What to do:
Below is some data; print it all back exactly.

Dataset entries
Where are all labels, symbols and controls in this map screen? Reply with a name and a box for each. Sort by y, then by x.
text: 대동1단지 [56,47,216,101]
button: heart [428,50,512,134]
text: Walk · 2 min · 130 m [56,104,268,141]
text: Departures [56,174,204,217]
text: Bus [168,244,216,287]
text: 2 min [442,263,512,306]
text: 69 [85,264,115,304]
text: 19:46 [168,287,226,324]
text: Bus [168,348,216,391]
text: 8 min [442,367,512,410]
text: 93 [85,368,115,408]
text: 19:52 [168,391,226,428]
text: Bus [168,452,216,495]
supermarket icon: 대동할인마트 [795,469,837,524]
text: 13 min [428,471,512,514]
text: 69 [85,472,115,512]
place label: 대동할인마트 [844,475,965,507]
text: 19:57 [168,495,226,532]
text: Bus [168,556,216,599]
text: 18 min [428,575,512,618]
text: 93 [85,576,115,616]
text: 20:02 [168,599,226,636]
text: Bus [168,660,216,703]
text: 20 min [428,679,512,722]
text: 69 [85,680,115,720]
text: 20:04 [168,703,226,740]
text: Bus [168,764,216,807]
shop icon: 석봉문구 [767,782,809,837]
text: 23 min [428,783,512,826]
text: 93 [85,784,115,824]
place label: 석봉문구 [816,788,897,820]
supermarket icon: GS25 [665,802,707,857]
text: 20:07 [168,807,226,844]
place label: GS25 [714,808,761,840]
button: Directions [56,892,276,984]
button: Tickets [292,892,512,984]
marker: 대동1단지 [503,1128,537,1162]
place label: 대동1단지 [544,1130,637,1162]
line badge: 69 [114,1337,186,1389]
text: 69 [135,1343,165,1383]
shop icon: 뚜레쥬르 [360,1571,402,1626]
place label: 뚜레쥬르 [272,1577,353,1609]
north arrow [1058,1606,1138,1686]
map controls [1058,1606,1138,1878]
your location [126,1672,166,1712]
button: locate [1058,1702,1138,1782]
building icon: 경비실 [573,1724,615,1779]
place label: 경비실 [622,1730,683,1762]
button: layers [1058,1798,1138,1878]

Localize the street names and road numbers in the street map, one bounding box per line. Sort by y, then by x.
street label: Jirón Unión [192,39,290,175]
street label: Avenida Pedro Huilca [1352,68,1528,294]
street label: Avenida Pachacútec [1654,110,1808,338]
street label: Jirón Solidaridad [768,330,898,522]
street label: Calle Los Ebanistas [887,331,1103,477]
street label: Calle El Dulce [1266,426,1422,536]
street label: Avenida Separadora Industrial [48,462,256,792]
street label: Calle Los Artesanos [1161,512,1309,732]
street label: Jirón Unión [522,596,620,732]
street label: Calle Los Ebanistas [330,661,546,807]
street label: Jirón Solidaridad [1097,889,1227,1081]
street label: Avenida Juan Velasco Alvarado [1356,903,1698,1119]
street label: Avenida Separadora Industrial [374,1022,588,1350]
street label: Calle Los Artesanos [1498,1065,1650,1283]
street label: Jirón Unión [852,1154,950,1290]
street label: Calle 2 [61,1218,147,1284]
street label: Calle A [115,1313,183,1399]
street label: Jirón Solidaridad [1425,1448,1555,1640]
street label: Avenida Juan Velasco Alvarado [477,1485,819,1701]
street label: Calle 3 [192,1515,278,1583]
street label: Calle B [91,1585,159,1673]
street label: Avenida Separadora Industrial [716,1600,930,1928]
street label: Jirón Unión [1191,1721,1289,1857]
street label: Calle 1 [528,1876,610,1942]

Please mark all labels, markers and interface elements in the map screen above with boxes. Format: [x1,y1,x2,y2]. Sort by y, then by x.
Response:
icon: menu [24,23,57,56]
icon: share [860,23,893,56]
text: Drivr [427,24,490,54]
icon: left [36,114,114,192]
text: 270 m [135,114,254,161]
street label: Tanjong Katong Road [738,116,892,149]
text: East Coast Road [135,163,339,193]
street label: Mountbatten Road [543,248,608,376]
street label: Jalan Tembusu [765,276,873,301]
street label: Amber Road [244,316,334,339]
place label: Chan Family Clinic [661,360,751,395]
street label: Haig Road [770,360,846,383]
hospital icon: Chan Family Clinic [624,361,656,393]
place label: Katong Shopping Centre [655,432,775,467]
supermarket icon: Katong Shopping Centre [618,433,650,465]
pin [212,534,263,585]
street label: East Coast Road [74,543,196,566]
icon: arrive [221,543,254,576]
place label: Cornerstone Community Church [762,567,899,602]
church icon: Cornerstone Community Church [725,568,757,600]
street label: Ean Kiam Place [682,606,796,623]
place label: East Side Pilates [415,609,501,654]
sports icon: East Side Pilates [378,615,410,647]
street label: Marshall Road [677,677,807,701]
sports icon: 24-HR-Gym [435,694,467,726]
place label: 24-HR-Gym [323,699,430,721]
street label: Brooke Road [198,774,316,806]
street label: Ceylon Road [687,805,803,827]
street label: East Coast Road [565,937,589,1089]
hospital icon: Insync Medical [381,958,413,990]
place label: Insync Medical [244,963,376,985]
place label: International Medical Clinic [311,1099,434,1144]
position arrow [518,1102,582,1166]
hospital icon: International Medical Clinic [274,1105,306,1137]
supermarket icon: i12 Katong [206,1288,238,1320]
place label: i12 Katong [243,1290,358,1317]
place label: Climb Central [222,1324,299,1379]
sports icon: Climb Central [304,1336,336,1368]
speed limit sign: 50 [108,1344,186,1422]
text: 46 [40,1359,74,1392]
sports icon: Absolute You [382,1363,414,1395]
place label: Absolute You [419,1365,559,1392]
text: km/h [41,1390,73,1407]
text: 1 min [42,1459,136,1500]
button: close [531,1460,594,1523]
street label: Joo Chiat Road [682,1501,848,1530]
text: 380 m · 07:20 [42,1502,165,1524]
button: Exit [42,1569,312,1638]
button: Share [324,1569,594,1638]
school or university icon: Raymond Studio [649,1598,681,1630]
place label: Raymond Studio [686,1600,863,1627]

Result below:
Where are all labels, symbols and controls in this map screen? Reply with a name and a box for each. Sort by y, then by x.
text: 대동1단지 [56,47,216,101]
button: heart [428,50,512,134]
text: Walk · 2 min · 130 m [56,104,268,141]
text: Departures [56,174,204,217]
text: Bus [168,244,216,287]
text: 2 min [442,263,512,306]
text: 69 [85,264,115,304]
text: 19:46 [168,287,226,324]
text: Bus [168,348,216,391]
text: 8 min [442,367,512,410]
text: 93 [85,368,115,408]
text: 19:52 [168,391,226,428]
text: Bus [168,452,216,495]
supermarket icon: 대동할인마트 [795,469,837,524]
text: 13 min [428,471,512,514]
text: 69 [85,472,115,512]
place label: 대동할인마트 [844,475,965,507]
text: 19:57 [168,495,226,532]
text: Bus [168,556,216,599]
text: 18 min [428,575,512,618]
text: 93 [85,576,115,616]
text: 20:02 [168,599,226,636]
text: Bus [168,660,216,703]
text: 20 min [428,679,512,722]
text: 69 [85,680,115,720]
text: 20:04 [168,703,226,740]
text: Bus [168,764,216,807]
shop icon: 석봉문구 [767,782,809,837]
text: 23 min [428,783,512,826]
text: 93 [85,784,115,824]
place label: 석봉문구 [816,788,897,820]
supermarket icon: GS25 [665,802,707,857]
text: 20:07 [168,807,226,844]
place label: GS25 [714,808,761,840]
button: Directions [56,892,276,984]
button: Tickets [292,892,512,984]
marker: 대동1단지 [503,1128,537,1162]
place label: 대동1단지 [544,1130,637,1162]
line badge: 69 [114,1337,186,1389]
text: 69 [135,1343,165,1383]
shop icon: 뚜레쥬르 [360,1571,402,1626]
place label: 뚜레쥬르 [272,1577,353,1609]
north arrow [1058,1606,1138,1686]
map controls [1058,1606,1138,1878]
your location [126,1672,166,1712]
button: locate [1058,1702,1138,1782]
building icon: 경비실 [573,1724,615,1779]
place label: 경비실 [622,1730,683,1762]
button: layers [1058,1798,1138,1878]

Localize the street names and road numbers in the street map, one bounding box per line. Sort by y, then by x.
street label: Jirón Unión [192,39,290,175]
street label: Avenida Pedro Huilca [1352,68,1528,294]
street label: Avenida Pachacútec [1654,110,1808,338]
street label: Jirón Solidaridad [768,330,898,522]
street label: Calle Los Ebanistas [887,331,1103,477]
street label: Calle El Dulce [1266,426,1422,536]
street label: Avenida Separadora Industrial [48,462,256,792]
street label: Calle Los Artesanos [1161,512,1309,732]
street label: Jirón Unión [522,596,620,732]
street label: Calle Los Ebanistas [330,661,546,807]
street label: Jirón Solidaridad [1097,889,1227,1081]
street label: Avenida Juan Velasco Alvarado [1356,903,1698,1119]
street label: Avenida Separadora Industrial [374,1022,588,1350]
street label: Calle Los Artesanos [1498,1065,1650,1283]
street label: Jirón Unión [852,1154,950,1290]
street label: Calle 2 [61,1218,147,1284]
street label: Calle A [115,1313,183,1399]
street label: Jirón Solidaridad [1425,1448,1555,1640]
street label: Avenida Juan Velasco Alvarado [477,1485,819,1701]
street label: Calle 3 [192,1515,278,1583]
street label: Calle B [91,1585,159,1673]
street label: Avenida Separadora Industrial [716,1600,930,1928]
street label: Jirón Unión [1191,1721,1289,1857]
street label: Calle 1 [528,1876,610,1942]

Please mark all labels, markers and interface elements in the map screen above with boxes. Format: [x1,y1,x2,y2]. Sort by y, then by x.
Response:
icon: menu [24,23,57,56]
icon: share [860,23,893,56]
text: Drivr [427,24,490,54]
icon: left [36,114,114,192]
text: 270 m [135,114,254,161]
street label: Tanjong Katong Road [738,116,892,149]
text: East Coast Road [135,163,339,193]
street label: Mountbatten Road [543,248,608,376]
street label: Jalan Tembusu [765,276,873,301]
street label: Amber Road [244,316,334,339]
place label: Chan Family Clinic [661,360,751,395]
street label: Haig Road [770,360,846,383]
hospital icon: Chan Family Clinic [624,361,656,393]
place label: Katong Shopping Centre [655,432,775,467]
supermarket icon: Katong Shopping Centre [618,433,650,465]
pin [212,534,263,585]
street label: East Coast Road [74,543,196,566]
icon: arrive [221,543,254,576]
place label: Cornerstone Community Church [762,567,899,602]
church icon: Cornerstone Community Church [725,568,757,600]
street label: Ean Kiam Place [682,606,796,623]
place label: East Side Pilates [415,609,501,654]
sports icon: East Side Pilates [378,615,410,647]
street label: Marshall Road [677,677,807,701]
sports icon: 24-HR-Gym [435,694,467,726]
place label: 24-HR-Gym [323,699,430,721]
street label: Brooke Road [198,774,316,806]
street label: Ceylon Road [687,805,803,827]
street label: East Coast Road [565,937,589,1089]
hospital icon: Insync Medical [381,958,413,990]
place label: Insync Medical [244,963,376,985]
place label: International Medical Clinic [311,1099,434,1144]
position arrow [518,1102,582,1166]
hospital icon: International Medical Clinic [274,1105,306,1137]
supermarket icon: i12 Katong [206,1288,238,1320]
place label: i12 Katong [243,1290,358,1317]
place label: Climb Central [222,1324,299,1379]
sports icon: Climb Central [304,1336,336,1368]
speed limit sign: 50 [108,1344,186,1422]
text: 46 [40,1359,74,1392]
sports icon: Absolute You [382,1363,414,1395]
place label: Absolute You [419,1365,559,1392]
text: km/h [41,1390,73,1407]
text: 1 min [42,1459,136,1500]
button: close [531,1460,594,1523]
street label: Joo Chiat Road [682,1501,848,1530]
text: 380 m · 07:20 [42,1502,165,1524]
button: Exit [42,1569,312,1638]
button: Share [324,1569,594,1638]
school or university icon: Raymond Studio [649,1598,681,1630]
place label: Raymond Studio [686,1600,863,1627]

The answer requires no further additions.